Tebboune avait juré, la main sur le cœur et la bouche pleine de «chouhada», qu’il ne céderait jamais aux «pressions étrangères». Il aura suffi d’un communiqué de la présidence allemande pour qu’il s’exécute. Il fallait sauver la face avant un nouveau séjour médical à Berlin, prévu ce mois de novembre. Et tant pis pour la «grandeur de l’Algérie».
Le plus ironique? Celui qu’on traitait de «traître» devient subitement un symbole d’humanité, presque un ambassadeur du dialogue franco-algérien. Un renversement aussi grotesque qu’indécent, mais qui en dit long sur la plasticité morale d’un pouvoir sans cap, sans colonne vertébrale, sans fierté.
Tout ça pour ça.
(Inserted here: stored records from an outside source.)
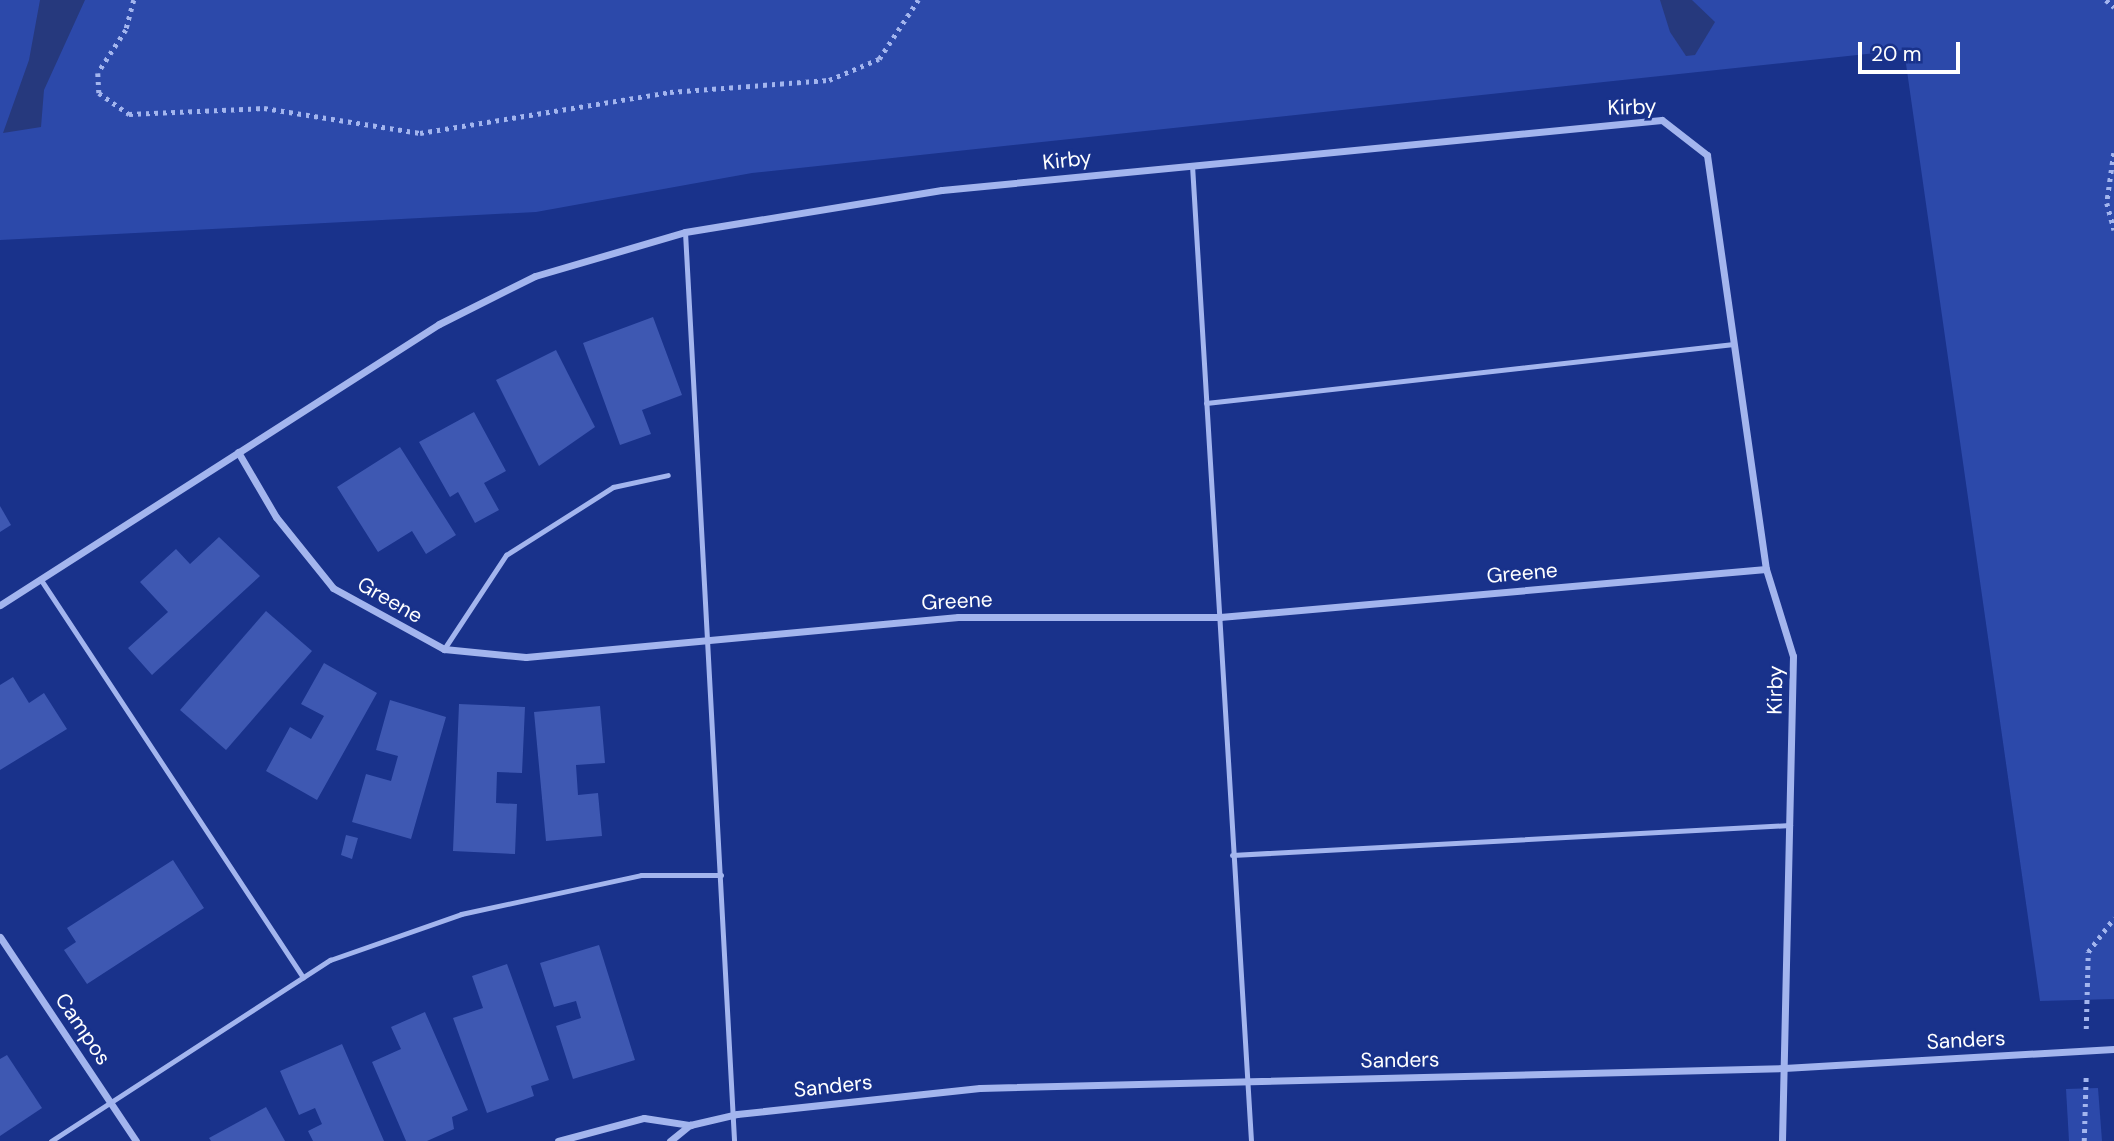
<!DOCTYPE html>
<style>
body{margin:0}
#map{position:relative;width:2114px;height:1141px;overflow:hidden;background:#19328b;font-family:"DM Sans",sans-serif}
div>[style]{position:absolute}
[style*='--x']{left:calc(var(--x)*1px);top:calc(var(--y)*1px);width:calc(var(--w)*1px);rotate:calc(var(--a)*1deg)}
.green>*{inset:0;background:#2c49aa}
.water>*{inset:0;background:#26397d}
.building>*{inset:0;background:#3e58b2}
.path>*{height:4.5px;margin-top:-2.25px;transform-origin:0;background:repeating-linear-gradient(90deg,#a3b5ee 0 3.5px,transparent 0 8.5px)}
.service>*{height:5px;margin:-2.5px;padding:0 2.5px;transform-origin:2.5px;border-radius:2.5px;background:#a3b5ee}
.minor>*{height:7px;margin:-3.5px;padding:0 3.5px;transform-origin:3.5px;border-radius:3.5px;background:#a3b5ee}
span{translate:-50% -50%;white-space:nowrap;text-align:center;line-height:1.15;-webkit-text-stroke:5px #19328b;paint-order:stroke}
.street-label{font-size:21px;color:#fff}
.scale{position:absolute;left:1858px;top:42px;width:102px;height:32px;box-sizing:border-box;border:4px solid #fff;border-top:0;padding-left:9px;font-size:21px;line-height:24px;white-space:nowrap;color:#fff;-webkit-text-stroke:5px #19328b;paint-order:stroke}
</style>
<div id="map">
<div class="green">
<div style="clip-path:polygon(0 0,2114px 0,2114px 999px,2040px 1001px,1904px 50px,752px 173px,536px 212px,0 240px)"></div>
<div style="clip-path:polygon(2098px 1088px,2102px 1141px,2069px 1141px,2066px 1089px)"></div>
</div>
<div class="water">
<div style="clip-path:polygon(40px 0,85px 0,44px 90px,41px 127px,3px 133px,29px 60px)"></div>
<div style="clip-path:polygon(1660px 0,1692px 0,1715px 22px,1695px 55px,1686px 56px,1670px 32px)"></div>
</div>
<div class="building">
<div style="clip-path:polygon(653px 317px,682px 395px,642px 410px,651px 434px,620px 445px,583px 343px)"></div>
<div style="clip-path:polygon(556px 350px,595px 427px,539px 466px,496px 380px)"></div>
<div style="clip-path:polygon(474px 412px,506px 471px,484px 483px,499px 510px,475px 523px,458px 492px,450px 497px,419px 442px)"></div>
<div style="clip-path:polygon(400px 447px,456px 535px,426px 554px,412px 531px,378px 552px,337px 487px)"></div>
<div style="clip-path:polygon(0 506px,11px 525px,0 532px)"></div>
<div style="clip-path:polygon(219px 537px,260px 576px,152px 675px,128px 648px,168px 612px,140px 582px,176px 549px,190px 564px)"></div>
<div style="clip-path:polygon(266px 611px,312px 651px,226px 750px,180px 710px)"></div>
<div style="clip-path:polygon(324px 663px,377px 693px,317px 800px,266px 771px,290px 727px,311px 739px,324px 716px,301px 704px)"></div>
<div style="clip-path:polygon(13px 677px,29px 703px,44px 693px,67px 729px,0 770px,0 685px)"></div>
<div style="clip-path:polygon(390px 700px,446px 717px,411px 839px,352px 822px,366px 774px,391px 781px,398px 756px,376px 750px)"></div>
<div style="clip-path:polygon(459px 704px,525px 707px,522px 773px,497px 772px,496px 803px,517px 804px,515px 854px,453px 851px)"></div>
<div style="clip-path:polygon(600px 706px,605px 763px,576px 765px,578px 795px,598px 793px,602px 836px,546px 841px,534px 712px)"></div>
<div style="clip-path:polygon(346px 835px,358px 838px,352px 859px,341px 855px)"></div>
<div style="clip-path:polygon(173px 860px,204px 908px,87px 984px,64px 950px,76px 942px,67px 928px)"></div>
<div style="clip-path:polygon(599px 945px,635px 1060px,573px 1079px,556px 1026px,581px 1018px,576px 1001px,554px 1007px,540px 963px)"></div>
<div style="clip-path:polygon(507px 964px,549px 1080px,531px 1086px,534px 1096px,487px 1113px,453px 1018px,483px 1008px,472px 976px)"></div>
<div style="clip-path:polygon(425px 1012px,468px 1110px,452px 1117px,454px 1129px,427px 1141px,406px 1141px,372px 1062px,401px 1049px,391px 1027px)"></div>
<div style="clip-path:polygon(342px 1044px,384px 1141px,313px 1141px,308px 1131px,322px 1124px,315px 1108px,299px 1115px,280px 1071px)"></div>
<div style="clip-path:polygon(7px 1055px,42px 1108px,0 1136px,0 1059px)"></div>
<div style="clip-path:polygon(266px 1107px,285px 1141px,211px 1141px,209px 1138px)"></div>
</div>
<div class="path">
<div style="--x:134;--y:0;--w:31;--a:105"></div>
<div style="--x:126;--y:30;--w:51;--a:123.1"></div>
<div style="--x:98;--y:73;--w:20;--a:87"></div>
<div style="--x:99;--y:93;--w:37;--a:35"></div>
<div style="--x:129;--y:114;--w:135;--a:-2.5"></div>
<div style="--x:264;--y:108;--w:158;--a:9.1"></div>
<div style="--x:420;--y:133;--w:253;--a:-9.3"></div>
<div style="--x:670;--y:92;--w:159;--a:-4.3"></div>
<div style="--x:829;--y:80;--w:54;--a:-22.8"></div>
<div style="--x:879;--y:59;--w:71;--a:-56.5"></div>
<div style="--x:2106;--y:0;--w:11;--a:41"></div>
<div style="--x:2114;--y:153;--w:50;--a:98"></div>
<div style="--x:2107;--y:203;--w:28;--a:75"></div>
<div style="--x:2086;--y:1029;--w:77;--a:-88.5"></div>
<div style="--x:2088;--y:952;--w:43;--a:-52.6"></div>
<div style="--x:2084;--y:1141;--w:67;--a:-88.3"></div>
</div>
<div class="service">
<div style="--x:1192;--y:165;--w:978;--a:86.54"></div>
<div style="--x:685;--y:232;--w:910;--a:86.91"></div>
<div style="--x:1206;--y:403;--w:531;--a:-6.38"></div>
<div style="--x:41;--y:580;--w:476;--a:56.6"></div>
<div style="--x:444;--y:649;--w:113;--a:-56.6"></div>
<div style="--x:506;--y:555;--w:127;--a:-32.4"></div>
<div style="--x:613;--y:487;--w:56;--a:-12.3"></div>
<div style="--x:1232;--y:855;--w:559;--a:-3.08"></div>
<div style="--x:51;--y:1141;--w:333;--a:-33"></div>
<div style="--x:330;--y:960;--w:139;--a:-19.3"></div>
<div style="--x:461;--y:914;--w:184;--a:-12.2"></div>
<div style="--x:641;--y:875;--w:80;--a:0"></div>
</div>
<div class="minor">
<div style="--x:238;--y:452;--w:75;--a:59.7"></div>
<div style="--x:276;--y:517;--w:91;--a:51.2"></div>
<div style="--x:333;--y:588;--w:127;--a:28.8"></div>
<div style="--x:444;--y:649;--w:82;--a:5.6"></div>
<div style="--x:526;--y:657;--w:434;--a:-5.3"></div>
<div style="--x:958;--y:617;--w:262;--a:0"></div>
<div style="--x:1220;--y:617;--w:548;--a:-5.02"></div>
<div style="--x:0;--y:605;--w:521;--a:-32.62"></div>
<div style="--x:439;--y:324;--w:107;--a:-26.6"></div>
<div style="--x:535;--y:276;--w:156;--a:-16.3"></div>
<div style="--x:685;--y:232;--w:260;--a:-9.3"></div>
<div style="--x:942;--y:190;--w:723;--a:-5.55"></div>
<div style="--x:1662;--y:120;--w:57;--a:37.9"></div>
<div style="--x:1707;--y:155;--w:418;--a:81.9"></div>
<div style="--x:1766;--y:569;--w:91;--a:72.8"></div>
<div style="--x:1793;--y:656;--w:485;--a:91.3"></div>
<div style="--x:0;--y:937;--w:245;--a:56.3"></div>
<div style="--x:558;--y:1141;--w:89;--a:-15"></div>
<div style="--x:644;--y:1118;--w:47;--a:8.7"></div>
<div style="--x:690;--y:1125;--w:48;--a:-13.2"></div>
<div style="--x:737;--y:1114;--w:244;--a:-6.1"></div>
<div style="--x:980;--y:1088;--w:804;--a:-1.42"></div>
<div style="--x:1784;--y:1068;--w:331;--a:-3.3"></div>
<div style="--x:670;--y:1141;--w:26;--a:-39"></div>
</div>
<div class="street-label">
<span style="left:1632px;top:107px;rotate:-2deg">Kirby</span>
<span style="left:1067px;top:160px;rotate:-6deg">Kirby</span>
<span style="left:1522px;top:573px;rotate:-5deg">Greene</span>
<span style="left:390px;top:600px;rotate:30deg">Greene</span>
<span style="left:957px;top:601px;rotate:-3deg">Greene</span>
<span style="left:1775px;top:690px;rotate:-89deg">Kirby</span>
<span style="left:83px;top:1029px;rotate:56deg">Campos</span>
<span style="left:1966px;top:1040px;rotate:-3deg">Sanders</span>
<span style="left:1400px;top:1060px;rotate:-1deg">Sanders</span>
<span style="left:833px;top:1086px;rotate:-6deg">Sanders</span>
</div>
<div class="scale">20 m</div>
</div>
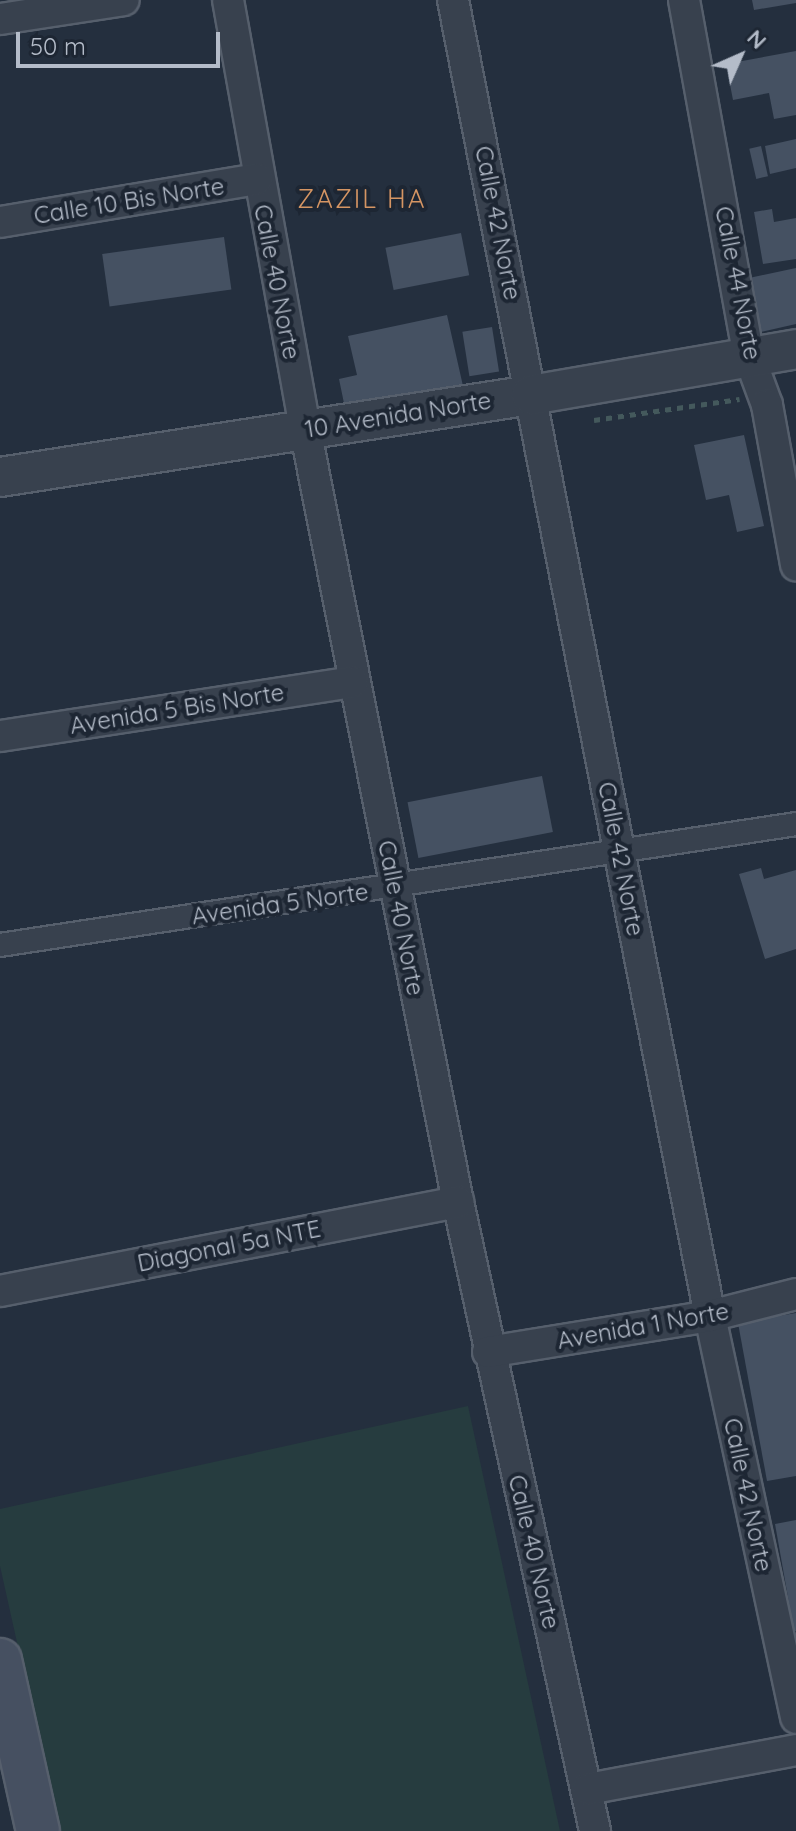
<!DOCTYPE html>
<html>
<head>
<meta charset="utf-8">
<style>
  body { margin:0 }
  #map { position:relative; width:796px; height:1831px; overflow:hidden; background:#242f3e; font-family:Quicksand,sans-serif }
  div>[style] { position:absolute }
  .green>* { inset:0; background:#263c3f }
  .building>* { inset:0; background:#455162; transform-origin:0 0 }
  .path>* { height:5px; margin-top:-2.5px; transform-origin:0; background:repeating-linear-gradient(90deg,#44595c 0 6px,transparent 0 12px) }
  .roads { filter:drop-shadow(2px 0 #565f6c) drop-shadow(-2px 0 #565f6c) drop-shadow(0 2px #565f6c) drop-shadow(0 -2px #565f6c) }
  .pedestrian>* { height:22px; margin:-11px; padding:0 11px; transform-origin:11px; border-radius:11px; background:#38414e }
  .minor>* { height:30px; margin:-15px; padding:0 15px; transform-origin:15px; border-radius:15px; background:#38414e }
  .tertiary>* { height:38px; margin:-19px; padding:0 19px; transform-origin:19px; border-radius:19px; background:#38414e }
  .secondary>* { height:42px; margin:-21px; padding:0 21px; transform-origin:21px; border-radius:21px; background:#465061 }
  span { translate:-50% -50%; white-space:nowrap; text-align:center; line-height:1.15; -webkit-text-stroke:8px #1d2633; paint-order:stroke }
  .street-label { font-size:24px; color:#b4bcc9 }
  .neighbourhood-label { font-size:26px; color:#d59563; letter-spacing:2px }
  .north { position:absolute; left:700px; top:16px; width:80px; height:80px; -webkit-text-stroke:6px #1d2633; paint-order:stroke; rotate:45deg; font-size:22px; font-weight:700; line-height:32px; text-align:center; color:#b4bcc9 }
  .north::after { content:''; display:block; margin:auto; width:28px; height:36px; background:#b4bcc9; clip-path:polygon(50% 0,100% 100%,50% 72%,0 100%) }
  .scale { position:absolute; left:16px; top:32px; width:204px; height:36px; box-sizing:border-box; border:4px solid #b4bcc9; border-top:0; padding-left:10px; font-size:24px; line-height:28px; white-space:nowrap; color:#b4bcc9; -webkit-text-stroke:6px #1d2633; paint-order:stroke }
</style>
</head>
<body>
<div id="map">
  <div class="green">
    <div style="clip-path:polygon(468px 1406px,560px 1831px,59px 1831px,0 1566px,0 1509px)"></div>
  </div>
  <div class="building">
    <div style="clip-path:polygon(752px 0,796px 0,796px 3px,754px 10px)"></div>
    <div style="clip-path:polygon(796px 51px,796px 115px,774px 119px,769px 93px,733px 100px,726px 64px)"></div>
    <div style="clip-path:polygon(796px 139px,796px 168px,770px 174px,765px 146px)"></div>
    <div style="left:761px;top:146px;width:31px;height:12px;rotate:77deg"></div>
    <div style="clip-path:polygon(772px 209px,774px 222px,796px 218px,796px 259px,763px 264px,754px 212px)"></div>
    <div style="left:461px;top:233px;width:43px;height:77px;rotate:79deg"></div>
    <div style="left:224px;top:237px;width:53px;height:123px;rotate:82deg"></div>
    <div style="clip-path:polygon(796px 268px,796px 324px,761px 332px,749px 278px)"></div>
    <div style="clip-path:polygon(447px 315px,463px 386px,346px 413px,339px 379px,357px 375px,348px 336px)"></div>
    <div style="left:492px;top:327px;width:45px;height:30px;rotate:81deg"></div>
    <div style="clip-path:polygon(744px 435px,764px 526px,737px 532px,729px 495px,706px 500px,694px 445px)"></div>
    <div style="left:542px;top:776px;width:57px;height:137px;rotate:79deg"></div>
    <div style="clip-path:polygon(761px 868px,764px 879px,796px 870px,796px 949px,765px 959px,739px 874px)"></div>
    <div style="clip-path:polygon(796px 1313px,796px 1476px,767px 1481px,738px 1323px)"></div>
    <div style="clip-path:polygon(796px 1520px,796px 1631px,794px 1631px,775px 1524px)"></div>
  </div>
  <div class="path">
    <div style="left:594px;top:420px;width:147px;rotate:-8.2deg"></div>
  </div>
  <div class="roads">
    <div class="pedestrian">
      <div style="left:0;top:945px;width:805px;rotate:-8.64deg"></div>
    </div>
    <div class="minor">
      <div style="left:228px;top:0;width:436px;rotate:79.8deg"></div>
      <div style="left:305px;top:429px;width:788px;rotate:78.8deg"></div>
      <div style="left:458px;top:1202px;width:644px;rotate:77.71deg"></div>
      <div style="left:453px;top:0;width:1341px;rotate:78.95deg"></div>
      <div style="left:710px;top:1316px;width:411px;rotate:77.9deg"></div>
      <div style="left:684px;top:0;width:362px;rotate:79.7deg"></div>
      <div style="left:749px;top:356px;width:52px;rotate:69.8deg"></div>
      <div style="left:767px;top:405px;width:163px;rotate:79.7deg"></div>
      <div style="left:0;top:19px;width:125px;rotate:-8.7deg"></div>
      <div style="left:0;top:222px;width:261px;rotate:-9.5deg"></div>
      <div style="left:0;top:736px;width:357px;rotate:-8.7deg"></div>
      <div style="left:0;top:1291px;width:467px;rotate:-11deg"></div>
      <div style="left:488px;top:1352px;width:225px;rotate:-9.2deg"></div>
      <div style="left:710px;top:1316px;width:89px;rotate:-14.3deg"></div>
      <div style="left:588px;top:1789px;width:212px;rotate:-10.6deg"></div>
    </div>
    <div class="tertiary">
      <div style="left:0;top:477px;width:537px;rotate:-8.78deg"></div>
      <div style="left:531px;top:395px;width:269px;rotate:-9.8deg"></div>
    </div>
    <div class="secondary">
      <div style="left:0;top:1660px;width:175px;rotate:77.5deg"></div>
    </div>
  </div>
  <div class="street-label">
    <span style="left:129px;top:201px;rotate:-9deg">Calle 10 Bis Norte</span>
    <span style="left:498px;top:223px;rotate:79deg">Calle 42 Norte</span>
    <span style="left:277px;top:282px;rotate:79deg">Calle 40 Norte</span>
    <span style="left:738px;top:283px;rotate:79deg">Calle 44 Norte</span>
    <span style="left:398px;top:415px;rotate:-9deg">10 Avenida Norte</span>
    <span style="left:177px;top:709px;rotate:-9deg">Avenida 5 Bis Norte</span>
    <span style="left:621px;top:859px;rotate:79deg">Calle 42 Norte</span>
    <span style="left:280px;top:904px;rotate:-8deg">Avenida 5 Norte</span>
    <span style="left:401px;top:918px;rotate:79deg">Calle 40 Norte</span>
    <span style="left:229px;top:1246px;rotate:-11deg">Diagonal 5a NTE</span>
    <span style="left:643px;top:1326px;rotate:-10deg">Avenida 1 Norte</span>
    <span style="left:748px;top:1495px;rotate:78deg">Calle 42 Norte</span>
    <span style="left:534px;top:1552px;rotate:77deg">Calle 40 Norte</span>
  </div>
  <div class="neighbourhood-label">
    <span style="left:362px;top:199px">ZAZIL HA</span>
  </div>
  <div class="north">N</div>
  <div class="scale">50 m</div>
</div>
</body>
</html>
Pour finir par libérer, la queue entre les jambes, celui qu’on avait piétiné. Pour quémander la bienveillance de Berlin et le regard de Paris. Pour espérer, vainement, redevenir fréquentable. Le régime d’Alger n’a plus de projet, plus de souffle, plus d’alliés. Il n’a que ses humiliations, ses rancunes et ses lâchetés. Il aura fait de Boualem Sansal un symbole malgré lui: celui de la dignité face à la bassesse, de la parole face à la peur et du courage face à la lâcheté.